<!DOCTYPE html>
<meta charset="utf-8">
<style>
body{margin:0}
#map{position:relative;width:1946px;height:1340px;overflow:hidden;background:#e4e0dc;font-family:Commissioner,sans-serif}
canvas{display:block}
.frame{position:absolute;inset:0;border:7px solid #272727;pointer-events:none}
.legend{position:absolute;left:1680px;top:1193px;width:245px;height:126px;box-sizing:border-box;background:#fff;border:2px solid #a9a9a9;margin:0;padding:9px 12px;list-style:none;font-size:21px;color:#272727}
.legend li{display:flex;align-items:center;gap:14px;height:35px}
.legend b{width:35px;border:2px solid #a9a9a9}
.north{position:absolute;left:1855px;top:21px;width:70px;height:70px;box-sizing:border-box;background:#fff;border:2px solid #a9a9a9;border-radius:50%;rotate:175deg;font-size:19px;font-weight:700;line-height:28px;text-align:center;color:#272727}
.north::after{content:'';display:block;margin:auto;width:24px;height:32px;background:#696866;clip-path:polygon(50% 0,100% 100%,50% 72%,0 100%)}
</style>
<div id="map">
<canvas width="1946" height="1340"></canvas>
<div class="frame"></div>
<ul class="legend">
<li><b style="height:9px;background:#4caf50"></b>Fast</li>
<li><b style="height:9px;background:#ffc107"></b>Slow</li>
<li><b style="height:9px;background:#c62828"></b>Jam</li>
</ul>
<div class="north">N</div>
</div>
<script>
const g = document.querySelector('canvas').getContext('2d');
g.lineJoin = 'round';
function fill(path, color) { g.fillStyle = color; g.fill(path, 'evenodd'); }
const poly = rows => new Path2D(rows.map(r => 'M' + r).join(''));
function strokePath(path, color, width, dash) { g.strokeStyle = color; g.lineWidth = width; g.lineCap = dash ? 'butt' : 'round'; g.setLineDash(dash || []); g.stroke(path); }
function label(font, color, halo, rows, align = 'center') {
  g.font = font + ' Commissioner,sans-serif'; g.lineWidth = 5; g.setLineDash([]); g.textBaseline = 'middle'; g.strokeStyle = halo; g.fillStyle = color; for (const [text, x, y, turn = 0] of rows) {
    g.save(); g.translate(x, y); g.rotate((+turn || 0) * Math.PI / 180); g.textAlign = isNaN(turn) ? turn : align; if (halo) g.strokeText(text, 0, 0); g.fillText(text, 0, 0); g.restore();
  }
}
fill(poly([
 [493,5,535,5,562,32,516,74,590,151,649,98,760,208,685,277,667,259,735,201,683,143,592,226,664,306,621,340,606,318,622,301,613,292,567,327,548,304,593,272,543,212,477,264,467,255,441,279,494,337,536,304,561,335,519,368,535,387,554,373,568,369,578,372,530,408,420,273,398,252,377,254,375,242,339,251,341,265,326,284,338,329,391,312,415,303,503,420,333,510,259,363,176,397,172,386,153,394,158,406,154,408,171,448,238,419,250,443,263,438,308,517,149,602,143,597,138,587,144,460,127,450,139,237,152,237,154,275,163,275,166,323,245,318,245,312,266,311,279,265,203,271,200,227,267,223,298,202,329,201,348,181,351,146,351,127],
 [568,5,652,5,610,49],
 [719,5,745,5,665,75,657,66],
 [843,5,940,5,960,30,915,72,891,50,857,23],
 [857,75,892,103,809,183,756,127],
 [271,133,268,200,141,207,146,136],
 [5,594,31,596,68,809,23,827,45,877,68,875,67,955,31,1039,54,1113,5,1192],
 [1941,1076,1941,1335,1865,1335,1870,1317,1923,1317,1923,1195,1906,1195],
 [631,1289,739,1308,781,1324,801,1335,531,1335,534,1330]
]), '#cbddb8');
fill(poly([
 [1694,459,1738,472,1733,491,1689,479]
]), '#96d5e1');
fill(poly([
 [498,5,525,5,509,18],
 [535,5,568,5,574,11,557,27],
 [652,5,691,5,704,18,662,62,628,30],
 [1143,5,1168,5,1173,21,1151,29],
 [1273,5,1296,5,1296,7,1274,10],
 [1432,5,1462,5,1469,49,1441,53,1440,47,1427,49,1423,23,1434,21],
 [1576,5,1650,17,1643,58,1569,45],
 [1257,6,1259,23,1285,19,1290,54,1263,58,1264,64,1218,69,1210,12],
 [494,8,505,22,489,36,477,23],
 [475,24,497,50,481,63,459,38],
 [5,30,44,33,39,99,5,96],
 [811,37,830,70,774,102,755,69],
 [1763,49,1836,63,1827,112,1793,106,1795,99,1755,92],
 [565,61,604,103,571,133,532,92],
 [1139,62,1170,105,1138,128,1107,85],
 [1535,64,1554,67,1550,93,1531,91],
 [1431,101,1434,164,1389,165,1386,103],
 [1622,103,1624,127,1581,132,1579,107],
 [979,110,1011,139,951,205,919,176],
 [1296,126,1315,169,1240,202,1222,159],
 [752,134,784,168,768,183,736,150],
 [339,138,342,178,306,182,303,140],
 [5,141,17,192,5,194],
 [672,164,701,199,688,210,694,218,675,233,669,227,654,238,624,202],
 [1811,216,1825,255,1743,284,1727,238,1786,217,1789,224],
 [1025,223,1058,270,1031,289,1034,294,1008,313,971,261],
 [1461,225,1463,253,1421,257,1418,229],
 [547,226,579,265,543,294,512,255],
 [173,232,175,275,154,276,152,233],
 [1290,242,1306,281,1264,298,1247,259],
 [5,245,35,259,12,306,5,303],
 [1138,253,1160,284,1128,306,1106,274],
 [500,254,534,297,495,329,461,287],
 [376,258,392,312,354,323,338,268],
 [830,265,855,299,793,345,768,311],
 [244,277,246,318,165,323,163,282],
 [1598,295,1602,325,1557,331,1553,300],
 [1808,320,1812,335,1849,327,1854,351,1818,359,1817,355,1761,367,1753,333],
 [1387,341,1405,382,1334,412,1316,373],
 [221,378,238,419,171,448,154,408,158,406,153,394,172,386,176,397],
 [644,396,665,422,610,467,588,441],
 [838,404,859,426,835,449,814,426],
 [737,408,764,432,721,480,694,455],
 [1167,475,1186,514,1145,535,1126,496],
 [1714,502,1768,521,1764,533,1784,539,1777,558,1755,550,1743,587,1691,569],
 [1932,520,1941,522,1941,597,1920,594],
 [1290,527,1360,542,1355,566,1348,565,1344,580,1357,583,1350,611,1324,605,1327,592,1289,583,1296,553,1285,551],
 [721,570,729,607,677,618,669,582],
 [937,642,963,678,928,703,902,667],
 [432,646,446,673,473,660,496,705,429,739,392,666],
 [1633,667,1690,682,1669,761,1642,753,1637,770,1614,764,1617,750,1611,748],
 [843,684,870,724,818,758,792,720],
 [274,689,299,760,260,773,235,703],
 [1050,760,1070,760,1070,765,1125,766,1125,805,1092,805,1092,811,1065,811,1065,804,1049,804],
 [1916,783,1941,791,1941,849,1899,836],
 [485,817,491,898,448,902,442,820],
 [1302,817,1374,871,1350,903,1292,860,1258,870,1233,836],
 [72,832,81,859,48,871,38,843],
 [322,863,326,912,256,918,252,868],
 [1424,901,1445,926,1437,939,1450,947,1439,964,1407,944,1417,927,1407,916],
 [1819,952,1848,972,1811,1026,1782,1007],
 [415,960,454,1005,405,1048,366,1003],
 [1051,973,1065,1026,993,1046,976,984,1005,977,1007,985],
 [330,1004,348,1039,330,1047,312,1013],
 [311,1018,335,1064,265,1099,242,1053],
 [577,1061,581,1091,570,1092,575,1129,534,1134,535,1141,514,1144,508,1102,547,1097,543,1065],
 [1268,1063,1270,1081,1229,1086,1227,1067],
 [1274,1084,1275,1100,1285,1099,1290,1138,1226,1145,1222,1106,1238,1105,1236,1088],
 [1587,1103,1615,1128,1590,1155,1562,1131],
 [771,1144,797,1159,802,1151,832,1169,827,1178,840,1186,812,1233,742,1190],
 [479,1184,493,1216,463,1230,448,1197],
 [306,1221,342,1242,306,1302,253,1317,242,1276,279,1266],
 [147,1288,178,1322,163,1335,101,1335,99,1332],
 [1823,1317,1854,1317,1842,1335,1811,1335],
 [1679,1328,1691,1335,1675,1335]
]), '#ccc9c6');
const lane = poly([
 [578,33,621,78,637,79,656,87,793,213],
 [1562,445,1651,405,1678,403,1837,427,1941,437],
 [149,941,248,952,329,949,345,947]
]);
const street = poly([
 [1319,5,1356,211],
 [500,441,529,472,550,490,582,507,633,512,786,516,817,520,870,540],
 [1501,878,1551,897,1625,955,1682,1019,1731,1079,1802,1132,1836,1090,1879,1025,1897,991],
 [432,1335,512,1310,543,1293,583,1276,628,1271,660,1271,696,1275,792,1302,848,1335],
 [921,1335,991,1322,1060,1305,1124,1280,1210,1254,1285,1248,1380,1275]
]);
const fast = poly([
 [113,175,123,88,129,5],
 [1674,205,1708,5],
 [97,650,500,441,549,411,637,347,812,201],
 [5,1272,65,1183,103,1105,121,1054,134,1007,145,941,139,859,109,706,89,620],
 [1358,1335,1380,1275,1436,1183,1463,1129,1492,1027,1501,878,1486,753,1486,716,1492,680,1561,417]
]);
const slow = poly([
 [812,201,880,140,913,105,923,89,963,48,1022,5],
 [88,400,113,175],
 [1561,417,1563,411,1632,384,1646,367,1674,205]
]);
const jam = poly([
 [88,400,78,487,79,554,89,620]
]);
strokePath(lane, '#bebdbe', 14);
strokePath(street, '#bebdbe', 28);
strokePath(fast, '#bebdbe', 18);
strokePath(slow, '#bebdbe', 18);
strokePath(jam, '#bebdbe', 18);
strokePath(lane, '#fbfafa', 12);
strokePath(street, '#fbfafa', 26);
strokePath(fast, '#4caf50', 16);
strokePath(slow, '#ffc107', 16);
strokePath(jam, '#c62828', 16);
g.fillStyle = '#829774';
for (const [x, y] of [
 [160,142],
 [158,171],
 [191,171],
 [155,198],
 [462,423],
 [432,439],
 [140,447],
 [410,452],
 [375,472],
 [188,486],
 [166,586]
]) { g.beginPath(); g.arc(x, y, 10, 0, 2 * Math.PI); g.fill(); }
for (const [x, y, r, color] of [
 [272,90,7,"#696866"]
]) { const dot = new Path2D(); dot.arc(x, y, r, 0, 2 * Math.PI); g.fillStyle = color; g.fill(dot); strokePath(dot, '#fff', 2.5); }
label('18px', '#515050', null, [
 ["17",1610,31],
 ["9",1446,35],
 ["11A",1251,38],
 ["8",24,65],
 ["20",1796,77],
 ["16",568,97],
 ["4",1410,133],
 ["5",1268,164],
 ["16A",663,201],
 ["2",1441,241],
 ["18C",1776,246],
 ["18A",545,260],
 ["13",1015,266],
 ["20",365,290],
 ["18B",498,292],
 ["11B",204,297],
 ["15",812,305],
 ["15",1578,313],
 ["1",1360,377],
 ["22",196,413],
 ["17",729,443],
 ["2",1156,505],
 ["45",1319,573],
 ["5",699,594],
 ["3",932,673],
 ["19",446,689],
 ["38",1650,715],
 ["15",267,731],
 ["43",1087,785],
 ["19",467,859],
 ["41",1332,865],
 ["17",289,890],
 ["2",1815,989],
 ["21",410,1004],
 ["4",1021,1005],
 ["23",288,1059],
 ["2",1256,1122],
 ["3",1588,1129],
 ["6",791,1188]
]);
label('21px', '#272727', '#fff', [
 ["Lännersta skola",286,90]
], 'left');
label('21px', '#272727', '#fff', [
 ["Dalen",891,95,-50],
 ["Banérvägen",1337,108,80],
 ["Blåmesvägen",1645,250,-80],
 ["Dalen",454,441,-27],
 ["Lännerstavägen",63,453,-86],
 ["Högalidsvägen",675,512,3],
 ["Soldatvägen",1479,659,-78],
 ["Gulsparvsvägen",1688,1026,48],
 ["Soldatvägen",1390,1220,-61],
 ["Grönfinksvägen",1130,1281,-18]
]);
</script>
-----
> [What the exercise asks]:
Lines containing "fbfafa" in the listing: how many are there? Answer with the number only.

> [Completed exercise]:
2